Return exactly the lines below, starting with the one that has "M0,680h11v35h-11z" and going on through the one that has "M693,777h55v35h-55z".

Records to process Start Marker

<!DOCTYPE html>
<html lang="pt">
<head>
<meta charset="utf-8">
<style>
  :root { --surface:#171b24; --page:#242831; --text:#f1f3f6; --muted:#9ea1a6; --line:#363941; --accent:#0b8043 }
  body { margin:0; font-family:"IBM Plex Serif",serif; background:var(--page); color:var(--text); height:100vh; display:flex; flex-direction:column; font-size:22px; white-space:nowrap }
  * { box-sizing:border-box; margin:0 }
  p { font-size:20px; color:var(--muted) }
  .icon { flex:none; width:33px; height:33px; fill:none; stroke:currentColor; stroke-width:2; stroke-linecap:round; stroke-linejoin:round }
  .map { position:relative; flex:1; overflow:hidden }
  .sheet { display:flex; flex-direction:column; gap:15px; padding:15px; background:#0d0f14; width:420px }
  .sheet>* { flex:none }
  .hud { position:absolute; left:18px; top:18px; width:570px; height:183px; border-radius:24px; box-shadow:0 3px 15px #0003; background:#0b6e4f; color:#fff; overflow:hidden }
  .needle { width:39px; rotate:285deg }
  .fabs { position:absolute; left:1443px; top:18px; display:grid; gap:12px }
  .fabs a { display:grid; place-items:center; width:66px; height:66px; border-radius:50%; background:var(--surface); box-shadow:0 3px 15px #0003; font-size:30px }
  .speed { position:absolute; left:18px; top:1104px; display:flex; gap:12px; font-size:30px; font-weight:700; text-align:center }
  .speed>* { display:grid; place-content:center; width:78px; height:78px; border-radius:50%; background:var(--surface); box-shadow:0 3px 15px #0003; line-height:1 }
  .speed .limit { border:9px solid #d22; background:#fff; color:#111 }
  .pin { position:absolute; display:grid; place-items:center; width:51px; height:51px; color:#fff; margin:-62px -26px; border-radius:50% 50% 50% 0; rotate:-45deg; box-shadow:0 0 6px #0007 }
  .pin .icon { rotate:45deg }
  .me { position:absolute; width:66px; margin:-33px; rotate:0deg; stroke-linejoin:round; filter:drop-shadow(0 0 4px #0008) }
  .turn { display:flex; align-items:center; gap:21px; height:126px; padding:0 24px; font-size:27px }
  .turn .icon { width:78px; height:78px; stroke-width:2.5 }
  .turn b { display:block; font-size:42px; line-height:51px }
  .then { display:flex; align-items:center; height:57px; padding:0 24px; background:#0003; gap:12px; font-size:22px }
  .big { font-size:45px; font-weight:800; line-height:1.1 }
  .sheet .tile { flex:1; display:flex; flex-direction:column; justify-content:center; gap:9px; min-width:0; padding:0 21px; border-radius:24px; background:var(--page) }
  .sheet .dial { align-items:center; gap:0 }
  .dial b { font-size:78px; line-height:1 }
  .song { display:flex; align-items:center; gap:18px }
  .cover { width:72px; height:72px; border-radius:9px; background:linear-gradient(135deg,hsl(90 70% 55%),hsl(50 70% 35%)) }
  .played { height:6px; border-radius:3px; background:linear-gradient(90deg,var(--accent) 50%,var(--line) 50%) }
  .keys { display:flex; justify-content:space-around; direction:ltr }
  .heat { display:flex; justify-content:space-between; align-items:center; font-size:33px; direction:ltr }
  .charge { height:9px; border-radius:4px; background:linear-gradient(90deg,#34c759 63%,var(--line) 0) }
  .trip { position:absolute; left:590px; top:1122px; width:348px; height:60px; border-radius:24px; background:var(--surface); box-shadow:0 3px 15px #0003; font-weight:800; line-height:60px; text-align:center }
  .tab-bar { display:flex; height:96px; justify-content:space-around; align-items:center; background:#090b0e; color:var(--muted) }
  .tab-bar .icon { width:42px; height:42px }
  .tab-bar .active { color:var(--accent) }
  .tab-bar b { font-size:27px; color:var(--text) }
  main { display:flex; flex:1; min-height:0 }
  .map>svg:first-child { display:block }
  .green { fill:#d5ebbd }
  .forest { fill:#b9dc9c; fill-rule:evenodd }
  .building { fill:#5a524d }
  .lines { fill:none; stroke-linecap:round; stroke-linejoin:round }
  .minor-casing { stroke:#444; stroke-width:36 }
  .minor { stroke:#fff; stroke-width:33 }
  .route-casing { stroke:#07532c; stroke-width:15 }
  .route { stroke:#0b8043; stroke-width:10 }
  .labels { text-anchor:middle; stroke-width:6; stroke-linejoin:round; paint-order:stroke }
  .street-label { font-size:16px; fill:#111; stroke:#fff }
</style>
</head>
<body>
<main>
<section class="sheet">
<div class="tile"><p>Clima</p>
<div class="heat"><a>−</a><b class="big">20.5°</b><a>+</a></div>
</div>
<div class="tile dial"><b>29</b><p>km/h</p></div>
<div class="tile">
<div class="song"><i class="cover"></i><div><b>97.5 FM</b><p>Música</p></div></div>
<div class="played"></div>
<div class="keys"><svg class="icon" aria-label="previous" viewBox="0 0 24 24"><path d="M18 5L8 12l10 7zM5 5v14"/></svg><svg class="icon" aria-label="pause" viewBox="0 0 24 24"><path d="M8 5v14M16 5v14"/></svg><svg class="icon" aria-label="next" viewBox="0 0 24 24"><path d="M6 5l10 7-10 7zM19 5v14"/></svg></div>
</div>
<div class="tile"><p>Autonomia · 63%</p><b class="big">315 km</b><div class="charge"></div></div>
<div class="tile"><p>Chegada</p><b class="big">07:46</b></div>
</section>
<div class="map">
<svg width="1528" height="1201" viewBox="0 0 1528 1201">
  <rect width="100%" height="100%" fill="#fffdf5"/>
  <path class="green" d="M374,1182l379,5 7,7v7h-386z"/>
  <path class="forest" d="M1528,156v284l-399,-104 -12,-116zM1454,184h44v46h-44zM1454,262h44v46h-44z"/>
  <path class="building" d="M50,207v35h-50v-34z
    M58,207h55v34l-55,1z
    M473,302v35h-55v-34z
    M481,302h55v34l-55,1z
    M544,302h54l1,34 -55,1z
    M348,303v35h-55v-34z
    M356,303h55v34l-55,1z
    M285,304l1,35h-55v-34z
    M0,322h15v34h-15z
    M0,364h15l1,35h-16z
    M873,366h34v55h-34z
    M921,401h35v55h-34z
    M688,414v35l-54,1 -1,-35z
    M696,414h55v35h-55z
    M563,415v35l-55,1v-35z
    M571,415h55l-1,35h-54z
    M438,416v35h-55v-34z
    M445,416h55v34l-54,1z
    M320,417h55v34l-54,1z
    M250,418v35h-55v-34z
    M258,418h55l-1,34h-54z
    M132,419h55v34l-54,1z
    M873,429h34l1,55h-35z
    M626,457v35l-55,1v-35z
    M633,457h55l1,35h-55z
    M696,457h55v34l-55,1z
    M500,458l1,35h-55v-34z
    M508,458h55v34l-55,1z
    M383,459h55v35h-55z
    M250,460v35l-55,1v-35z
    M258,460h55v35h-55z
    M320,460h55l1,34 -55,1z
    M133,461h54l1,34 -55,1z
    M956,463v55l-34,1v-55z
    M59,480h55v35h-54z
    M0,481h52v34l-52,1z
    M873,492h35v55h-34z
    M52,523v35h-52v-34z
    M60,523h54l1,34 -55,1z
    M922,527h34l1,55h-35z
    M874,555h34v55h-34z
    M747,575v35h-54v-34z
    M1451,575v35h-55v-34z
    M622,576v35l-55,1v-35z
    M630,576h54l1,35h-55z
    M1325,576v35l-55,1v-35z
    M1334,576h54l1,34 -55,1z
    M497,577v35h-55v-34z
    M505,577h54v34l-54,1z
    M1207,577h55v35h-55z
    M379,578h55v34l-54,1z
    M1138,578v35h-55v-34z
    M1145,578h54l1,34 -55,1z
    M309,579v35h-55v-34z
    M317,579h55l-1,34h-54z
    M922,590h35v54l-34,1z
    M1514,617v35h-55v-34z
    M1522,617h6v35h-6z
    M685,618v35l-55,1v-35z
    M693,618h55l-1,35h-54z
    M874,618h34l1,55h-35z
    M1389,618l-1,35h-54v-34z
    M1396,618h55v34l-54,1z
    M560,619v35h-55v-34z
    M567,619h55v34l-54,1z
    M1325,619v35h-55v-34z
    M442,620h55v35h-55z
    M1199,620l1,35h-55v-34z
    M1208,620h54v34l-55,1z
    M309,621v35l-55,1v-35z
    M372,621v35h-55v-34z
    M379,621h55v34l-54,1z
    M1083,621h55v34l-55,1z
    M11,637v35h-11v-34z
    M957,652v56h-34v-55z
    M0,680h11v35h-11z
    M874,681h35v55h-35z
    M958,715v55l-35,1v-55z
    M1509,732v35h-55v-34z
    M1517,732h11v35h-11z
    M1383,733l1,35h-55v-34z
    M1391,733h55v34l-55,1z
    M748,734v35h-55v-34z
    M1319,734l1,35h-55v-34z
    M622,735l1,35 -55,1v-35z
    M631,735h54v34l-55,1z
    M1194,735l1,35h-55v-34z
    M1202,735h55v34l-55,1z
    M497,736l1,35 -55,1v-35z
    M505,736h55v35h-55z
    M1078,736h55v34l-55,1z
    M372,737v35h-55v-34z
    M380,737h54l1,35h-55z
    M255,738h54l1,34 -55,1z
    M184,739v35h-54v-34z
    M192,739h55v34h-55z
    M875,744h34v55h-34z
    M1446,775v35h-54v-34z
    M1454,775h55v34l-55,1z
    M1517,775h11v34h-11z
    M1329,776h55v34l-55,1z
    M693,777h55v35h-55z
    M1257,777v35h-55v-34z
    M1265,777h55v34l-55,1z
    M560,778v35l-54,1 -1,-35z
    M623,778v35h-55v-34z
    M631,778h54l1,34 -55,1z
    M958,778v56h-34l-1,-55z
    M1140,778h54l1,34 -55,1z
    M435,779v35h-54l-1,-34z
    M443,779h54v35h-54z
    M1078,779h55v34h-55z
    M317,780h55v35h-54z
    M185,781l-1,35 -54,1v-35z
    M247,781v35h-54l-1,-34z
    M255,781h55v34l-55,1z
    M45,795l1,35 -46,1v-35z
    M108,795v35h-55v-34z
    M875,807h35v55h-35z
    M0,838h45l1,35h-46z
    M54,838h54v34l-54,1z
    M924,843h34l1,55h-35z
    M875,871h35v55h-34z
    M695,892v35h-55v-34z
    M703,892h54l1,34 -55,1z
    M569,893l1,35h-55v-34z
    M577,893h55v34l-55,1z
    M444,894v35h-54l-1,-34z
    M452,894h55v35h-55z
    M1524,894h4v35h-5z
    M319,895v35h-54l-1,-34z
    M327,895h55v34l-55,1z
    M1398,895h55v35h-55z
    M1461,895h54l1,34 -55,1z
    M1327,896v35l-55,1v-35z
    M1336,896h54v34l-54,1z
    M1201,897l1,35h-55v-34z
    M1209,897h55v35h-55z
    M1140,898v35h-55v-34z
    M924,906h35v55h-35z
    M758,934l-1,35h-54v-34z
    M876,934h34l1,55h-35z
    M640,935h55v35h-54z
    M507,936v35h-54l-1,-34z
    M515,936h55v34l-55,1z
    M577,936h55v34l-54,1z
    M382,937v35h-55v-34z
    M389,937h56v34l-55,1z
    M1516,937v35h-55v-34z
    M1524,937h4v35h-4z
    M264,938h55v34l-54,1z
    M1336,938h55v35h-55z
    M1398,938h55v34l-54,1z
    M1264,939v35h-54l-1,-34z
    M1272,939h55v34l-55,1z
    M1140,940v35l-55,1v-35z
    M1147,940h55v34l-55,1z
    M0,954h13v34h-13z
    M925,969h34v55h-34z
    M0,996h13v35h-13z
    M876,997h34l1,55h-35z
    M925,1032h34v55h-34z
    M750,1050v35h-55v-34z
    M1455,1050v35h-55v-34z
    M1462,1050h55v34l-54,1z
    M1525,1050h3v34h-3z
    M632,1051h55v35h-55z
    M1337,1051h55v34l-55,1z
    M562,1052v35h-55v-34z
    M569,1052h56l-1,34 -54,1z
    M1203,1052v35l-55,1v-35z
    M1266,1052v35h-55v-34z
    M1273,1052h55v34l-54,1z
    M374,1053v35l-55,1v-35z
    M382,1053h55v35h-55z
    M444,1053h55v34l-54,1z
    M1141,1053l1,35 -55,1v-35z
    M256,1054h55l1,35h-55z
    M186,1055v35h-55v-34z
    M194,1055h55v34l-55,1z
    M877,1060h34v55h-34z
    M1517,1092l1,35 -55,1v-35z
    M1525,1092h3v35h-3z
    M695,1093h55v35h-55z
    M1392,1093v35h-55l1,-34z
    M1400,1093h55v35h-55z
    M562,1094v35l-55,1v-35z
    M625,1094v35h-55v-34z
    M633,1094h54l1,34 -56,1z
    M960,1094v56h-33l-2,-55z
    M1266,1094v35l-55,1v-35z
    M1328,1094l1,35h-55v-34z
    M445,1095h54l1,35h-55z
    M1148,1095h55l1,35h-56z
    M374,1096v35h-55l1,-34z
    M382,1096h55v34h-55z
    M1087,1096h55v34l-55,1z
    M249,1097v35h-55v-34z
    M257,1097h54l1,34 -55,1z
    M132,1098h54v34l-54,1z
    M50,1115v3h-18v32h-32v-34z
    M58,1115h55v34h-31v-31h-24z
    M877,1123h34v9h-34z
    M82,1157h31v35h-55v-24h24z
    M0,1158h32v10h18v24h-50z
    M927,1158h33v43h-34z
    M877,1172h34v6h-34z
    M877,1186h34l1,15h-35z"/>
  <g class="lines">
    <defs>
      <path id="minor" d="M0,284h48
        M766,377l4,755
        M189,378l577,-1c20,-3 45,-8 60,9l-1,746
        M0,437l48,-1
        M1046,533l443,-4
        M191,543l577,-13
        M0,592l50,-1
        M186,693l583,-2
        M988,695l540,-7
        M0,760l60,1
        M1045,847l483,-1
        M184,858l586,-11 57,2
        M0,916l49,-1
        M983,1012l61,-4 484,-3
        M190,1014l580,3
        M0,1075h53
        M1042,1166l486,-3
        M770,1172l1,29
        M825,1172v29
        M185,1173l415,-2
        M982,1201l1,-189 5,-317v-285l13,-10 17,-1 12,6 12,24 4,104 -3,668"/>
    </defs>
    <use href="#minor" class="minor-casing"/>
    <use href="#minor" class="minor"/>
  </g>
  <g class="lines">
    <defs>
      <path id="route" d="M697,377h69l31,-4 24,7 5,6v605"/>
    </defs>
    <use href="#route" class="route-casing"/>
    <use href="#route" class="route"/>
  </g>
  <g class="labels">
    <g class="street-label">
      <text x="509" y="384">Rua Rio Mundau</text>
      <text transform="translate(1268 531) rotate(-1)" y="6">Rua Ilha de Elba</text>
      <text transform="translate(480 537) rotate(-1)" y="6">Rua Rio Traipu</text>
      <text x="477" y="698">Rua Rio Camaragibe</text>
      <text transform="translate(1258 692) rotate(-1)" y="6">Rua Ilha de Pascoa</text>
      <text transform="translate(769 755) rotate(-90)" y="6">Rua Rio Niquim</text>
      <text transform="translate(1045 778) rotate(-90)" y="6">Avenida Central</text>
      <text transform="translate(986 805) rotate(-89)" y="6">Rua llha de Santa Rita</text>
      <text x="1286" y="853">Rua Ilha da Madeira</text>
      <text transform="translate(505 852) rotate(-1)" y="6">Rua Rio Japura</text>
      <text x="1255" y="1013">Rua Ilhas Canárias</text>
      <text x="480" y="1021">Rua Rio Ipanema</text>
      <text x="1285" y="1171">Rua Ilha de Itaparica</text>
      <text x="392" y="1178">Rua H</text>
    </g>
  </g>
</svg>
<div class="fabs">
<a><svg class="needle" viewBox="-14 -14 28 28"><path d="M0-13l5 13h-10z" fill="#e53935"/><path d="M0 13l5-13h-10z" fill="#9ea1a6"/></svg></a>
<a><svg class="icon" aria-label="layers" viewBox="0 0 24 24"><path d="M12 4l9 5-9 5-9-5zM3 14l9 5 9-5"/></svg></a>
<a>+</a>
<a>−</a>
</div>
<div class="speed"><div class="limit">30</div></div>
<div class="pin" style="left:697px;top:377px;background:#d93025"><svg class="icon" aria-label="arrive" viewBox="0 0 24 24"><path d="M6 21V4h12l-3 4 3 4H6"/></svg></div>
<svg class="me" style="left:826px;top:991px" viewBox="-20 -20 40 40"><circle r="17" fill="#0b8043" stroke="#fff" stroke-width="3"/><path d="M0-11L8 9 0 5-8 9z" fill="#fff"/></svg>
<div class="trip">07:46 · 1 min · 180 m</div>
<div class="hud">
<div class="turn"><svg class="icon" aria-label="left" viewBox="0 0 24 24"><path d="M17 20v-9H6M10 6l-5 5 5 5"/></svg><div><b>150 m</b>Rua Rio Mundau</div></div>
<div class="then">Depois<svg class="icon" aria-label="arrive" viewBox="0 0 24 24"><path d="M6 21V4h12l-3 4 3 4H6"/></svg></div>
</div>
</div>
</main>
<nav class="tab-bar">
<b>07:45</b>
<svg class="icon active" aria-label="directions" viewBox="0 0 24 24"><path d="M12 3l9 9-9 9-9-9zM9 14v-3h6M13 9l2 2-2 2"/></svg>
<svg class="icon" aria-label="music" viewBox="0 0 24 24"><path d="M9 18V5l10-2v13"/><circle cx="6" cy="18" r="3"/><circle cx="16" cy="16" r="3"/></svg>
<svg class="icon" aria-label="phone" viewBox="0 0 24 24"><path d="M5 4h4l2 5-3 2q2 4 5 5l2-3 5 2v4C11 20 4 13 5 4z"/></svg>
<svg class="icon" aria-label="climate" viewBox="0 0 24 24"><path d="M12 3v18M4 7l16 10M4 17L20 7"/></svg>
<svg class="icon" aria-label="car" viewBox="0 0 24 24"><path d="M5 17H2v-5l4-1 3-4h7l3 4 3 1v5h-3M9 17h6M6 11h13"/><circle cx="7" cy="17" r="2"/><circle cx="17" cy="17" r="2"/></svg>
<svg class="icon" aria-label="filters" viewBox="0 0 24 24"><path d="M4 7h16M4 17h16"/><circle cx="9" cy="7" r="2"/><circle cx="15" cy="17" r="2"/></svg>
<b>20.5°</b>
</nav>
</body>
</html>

Records to process End Marker

Answer to this task:
    M0,680h11v35h-11z
    M874,681h35v55h-35z
    M958,715v55l-35,1v-55z
    M1509,732v35h-55v-34z
    M1517,732h11v35h-11z
    M1383,733l1,35h-55v-34z
    M1391,733h55v34l-55,1z
    M748,734v35h-55v-34z
    M1319,734l1,35h-55v-34z
    M622,735l1,35 -55,1v-35z
    M631,735h54v34l-55,1z
    M1194,735l1,35h-55v-34z
    M1202,735h55v34l-55,1z
    M497,736l1,35 -55,1v-35z
    M505,736h55v35h-55z
    M1078,736h55v34l-55,1z
    M372,737v35h-55v-34z
    M380,737h54l1,35h-55z
    M255,738h54l1,34 -55,1z
    M184,739v35h-54v-34z
    M192,739h55v34h-55z
    M875,744h34v55h-34z
    M1446,775v35h-54v-34z
    M1454,775h55v34l-55,1z
    M1517,775h11v34h-11z
    M1329,776h55v34l-55,1z
    M693,777h55v35h-55z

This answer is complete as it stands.